An isoperimetric estimate and W\(^{1,p}\)-quasiconvexity in nonlinear elasticity

Abstract.

A class of stored energy densities that includes functions of the form \(W(\vec F) = a|\vec F|^p + g(\vec F,{\rm adj}\vec F) +h({\rm det} \vec F)\) with \(a>0\), g and h convex and smooth, and \(2<p<3\) is considered. The main result shows that for each such W in this class there is a \(k>0\) such that, if a 3 by 3 matrix \(\vec F_0\) satisfies \(h'({\rm det} \vec F_0) |\vec F_0|^{3-p} \le k\), then W is \(W^{1,p}\)-quasiconvex at \(\vec F_0\) on the restricted set of deformations \(\vec u\) that satisfy condition (INV) and \({\rm det} \nabla\vec u >0\) a.e. (and hence that are one-to-one a.e.). Condition (INV) is (essentially) the requirement that \(\vec u\) be monotone in the sense of Lebesgue and that holes created in one part of the material not be filled by material from other parts.

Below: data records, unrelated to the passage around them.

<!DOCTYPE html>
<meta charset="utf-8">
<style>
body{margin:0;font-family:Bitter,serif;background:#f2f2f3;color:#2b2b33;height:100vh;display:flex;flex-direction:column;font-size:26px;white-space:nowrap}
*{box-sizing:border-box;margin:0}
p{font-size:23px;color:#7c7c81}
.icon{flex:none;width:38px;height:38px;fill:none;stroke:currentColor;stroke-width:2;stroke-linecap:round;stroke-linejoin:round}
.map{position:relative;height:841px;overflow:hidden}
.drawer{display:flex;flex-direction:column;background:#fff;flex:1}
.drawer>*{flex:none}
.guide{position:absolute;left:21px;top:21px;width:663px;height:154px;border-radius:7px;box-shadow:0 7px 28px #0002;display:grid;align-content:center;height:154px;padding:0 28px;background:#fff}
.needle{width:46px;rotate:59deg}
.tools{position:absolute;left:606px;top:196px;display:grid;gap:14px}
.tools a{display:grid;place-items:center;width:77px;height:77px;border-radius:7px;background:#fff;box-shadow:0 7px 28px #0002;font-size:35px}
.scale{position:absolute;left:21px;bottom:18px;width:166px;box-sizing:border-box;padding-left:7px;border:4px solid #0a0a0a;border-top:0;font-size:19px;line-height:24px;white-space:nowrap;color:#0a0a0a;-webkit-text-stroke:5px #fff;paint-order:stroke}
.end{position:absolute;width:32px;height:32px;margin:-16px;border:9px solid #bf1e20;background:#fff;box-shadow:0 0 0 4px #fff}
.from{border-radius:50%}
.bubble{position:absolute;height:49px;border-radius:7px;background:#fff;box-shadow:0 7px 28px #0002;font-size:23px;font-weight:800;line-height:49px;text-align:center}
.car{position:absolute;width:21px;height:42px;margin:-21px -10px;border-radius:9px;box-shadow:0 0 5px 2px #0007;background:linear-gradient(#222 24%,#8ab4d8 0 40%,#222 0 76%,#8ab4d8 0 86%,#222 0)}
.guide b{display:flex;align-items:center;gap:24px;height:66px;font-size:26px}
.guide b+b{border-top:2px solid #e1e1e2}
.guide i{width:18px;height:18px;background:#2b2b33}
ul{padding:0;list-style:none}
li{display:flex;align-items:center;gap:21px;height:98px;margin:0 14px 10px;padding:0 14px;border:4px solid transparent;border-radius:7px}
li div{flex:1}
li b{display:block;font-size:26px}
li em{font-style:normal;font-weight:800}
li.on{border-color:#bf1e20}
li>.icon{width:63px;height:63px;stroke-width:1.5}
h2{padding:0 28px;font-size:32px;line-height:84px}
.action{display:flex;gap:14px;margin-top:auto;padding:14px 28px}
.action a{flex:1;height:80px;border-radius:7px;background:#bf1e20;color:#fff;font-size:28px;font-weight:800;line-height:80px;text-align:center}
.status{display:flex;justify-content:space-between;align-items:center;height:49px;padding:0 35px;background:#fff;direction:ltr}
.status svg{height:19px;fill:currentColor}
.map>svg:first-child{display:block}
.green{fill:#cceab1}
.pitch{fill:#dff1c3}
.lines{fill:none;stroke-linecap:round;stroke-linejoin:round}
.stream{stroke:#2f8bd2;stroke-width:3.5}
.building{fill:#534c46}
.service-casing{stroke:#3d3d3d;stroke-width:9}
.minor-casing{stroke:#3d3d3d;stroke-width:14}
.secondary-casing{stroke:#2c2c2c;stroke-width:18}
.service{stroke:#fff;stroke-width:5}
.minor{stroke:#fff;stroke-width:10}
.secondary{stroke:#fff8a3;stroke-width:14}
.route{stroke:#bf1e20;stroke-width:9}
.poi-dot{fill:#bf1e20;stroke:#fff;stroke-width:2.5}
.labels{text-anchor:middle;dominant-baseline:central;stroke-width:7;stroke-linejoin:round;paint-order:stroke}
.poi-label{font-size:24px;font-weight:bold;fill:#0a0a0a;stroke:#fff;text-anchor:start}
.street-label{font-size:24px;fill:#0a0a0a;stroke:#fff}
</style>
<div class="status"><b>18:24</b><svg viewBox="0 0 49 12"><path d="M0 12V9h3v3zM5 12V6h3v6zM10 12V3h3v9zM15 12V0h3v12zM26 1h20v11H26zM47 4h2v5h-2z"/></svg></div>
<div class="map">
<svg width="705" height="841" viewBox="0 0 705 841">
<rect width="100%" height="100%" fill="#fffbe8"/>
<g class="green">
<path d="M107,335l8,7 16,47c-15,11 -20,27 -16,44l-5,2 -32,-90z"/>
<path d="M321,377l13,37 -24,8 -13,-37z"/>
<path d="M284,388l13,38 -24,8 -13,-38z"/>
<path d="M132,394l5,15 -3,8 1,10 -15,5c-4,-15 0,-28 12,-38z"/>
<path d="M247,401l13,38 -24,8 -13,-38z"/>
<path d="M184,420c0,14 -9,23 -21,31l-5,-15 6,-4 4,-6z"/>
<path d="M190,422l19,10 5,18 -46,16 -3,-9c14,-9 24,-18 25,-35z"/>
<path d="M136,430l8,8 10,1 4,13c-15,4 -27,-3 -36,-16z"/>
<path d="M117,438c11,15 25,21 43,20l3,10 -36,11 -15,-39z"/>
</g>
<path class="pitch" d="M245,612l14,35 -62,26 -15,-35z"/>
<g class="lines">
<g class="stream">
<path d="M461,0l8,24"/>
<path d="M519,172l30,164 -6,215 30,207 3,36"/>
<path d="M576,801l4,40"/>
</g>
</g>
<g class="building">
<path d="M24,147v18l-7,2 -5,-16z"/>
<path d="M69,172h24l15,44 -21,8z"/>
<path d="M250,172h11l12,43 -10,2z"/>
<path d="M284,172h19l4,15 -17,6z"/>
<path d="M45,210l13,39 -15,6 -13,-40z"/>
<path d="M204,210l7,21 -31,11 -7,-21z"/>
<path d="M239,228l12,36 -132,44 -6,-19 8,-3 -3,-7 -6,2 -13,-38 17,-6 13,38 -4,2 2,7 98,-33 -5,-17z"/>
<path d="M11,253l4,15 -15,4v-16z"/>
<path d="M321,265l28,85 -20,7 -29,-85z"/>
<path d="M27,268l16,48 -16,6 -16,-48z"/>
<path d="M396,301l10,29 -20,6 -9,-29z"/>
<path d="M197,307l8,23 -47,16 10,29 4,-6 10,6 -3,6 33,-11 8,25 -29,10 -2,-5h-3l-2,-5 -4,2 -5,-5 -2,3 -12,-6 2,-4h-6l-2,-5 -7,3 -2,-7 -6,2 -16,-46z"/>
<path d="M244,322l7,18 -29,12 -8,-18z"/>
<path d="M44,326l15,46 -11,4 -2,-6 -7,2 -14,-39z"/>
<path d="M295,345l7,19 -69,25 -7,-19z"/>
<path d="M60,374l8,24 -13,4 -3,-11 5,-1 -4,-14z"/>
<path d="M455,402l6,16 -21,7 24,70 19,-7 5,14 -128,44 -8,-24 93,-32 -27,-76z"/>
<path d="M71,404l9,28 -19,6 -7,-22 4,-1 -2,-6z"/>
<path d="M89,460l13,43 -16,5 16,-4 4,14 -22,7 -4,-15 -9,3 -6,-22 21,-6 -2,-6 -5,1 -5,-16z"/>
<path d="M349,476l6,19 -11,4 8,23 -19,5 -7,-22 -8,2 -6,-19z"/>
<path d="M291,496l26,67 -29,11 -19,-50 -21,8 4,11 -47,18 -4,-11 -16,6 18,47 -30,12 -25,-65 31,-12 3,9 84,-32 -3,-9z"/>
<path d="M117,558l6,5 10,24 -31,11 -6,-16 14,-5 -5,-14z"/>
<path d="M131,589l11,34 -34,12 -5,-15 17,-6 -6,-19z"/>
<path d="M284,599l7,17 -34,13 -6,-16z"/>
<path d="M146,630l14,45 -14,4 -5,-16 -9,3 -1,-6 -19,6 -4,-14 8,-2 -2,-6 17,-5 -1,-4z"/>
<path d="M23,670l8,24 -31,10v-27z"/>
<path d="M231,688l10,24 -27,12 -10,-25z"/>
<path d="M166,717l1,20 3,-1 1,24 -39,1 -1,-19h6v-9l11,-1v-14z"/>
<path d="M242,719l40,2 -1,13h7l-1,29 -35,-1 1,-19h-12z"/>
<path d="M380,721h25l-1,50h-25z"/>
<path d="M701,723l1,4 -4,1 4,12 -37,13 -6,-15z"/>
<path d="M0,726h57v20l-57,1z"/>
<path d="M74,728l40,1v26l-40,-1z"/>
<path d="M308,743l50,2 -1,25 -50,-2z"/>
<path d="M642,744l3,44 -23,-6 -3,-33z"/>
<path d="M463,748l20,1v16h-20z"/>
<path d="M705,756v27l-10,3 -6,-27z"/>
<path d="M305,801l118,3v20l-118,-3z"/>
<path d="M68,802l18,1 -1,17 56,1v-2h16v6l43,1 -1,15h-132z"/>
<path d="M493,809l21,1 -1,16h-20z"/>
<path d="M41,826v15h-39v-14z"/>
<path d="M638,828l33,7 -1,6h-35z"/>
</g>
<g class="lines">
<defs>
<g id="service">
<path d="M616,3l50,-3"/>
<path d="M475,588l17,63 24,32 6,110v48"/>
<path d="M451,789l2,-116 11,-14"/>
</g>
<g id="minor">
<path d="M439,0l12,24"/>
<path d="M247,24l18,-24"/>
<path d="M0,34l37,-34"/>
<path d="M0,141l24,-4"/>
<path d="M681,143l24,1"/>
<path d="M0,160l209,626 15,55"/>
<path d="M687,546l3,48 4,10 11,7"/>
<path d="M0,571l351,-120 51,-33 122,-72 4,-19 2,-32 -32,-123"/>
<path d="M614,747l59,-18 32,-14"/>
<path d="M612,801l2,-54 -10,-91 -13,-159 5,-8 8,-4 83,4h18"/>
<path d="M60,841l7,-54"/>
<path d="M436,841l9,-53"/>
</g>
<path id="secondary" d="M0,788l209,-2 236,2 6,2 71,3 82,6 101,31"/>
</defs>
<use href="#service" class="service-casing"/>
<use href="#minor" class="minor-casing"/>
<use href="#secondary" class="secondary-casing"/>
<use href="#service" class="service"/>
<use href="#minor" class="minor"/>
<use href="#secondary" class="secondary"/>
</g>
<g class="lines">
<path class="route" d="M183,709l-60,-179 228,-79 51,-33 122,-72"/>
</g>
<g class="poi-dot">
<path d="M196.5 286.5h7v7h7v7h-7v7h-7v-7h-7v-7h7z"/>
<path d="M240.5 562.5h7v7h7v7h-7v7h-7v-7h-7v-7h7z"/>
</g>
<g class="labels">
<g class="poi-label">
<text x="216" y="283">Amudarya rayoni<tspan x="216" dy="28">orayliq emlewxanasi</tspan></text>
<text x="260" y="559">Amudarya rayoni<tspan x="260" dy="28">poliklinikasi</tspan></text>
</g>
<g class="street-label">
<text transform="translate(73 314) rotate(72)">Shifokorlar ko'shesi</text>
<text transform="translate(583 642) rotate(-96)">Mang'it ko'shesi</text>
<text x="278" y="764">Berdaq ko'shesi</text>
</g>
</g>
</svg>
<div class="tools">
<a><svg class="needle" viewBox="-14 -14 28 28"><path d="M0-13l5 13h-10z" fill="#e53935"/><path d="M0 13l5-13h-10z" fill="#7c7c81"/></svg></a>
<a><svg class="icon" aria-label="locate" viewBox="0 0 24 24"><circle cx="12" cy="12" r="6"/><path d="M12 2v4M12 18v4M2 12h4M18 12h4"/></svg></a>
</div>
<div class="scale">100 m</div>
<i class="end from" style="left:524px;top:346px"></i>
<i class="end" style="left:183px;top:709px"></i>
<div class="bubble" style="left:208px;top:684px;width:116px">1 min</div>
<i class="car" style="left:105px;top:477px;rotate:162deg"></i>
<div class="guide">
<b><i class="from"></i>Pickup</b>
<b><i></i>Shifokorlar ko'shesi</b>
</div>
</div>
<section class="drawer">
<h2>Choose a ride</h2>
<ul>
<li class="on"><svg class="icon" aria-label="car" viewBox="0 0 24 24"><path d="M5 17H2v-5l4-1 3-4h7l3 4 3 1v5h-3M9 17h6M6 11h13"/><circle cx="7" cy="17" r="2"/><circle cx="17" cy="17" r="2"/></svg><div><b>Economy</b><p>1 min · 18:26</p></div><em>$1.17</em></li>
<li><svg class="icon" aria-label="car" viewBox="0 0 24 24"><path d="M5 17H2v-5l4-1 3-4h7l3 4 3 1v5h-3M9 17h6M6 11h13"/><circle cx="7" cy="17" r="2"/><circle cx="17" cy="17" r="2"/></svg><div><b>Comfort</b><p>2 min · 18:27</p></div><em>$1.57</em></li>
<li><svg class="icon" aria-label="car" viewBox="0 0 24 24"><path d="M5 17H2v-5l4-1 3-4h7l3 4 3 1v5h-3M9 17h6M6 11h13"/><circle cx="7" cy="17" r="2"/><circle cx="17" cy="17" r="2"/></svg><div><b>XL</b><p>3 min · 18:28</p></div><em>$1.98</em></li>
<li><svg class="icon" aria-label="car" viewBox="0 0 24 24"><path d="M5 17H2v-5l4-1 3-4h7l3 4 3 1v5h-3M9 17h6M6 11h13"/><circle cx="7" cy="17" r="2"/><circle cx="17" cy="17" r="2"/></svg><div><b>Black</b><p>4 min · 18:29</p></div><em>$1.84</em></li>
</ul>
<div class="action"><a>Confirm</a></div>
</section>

The key ingredient in the proof is an isoperimetric estimate that bounds the integral of the difference of the Jacobians of \(\vec F_0\vec x\) and \(\vec u\) by the \(L^p\)-norm of the difference of their gradients. These results have application to the determination of lower bounds on critical cavitation loads in elastic solids.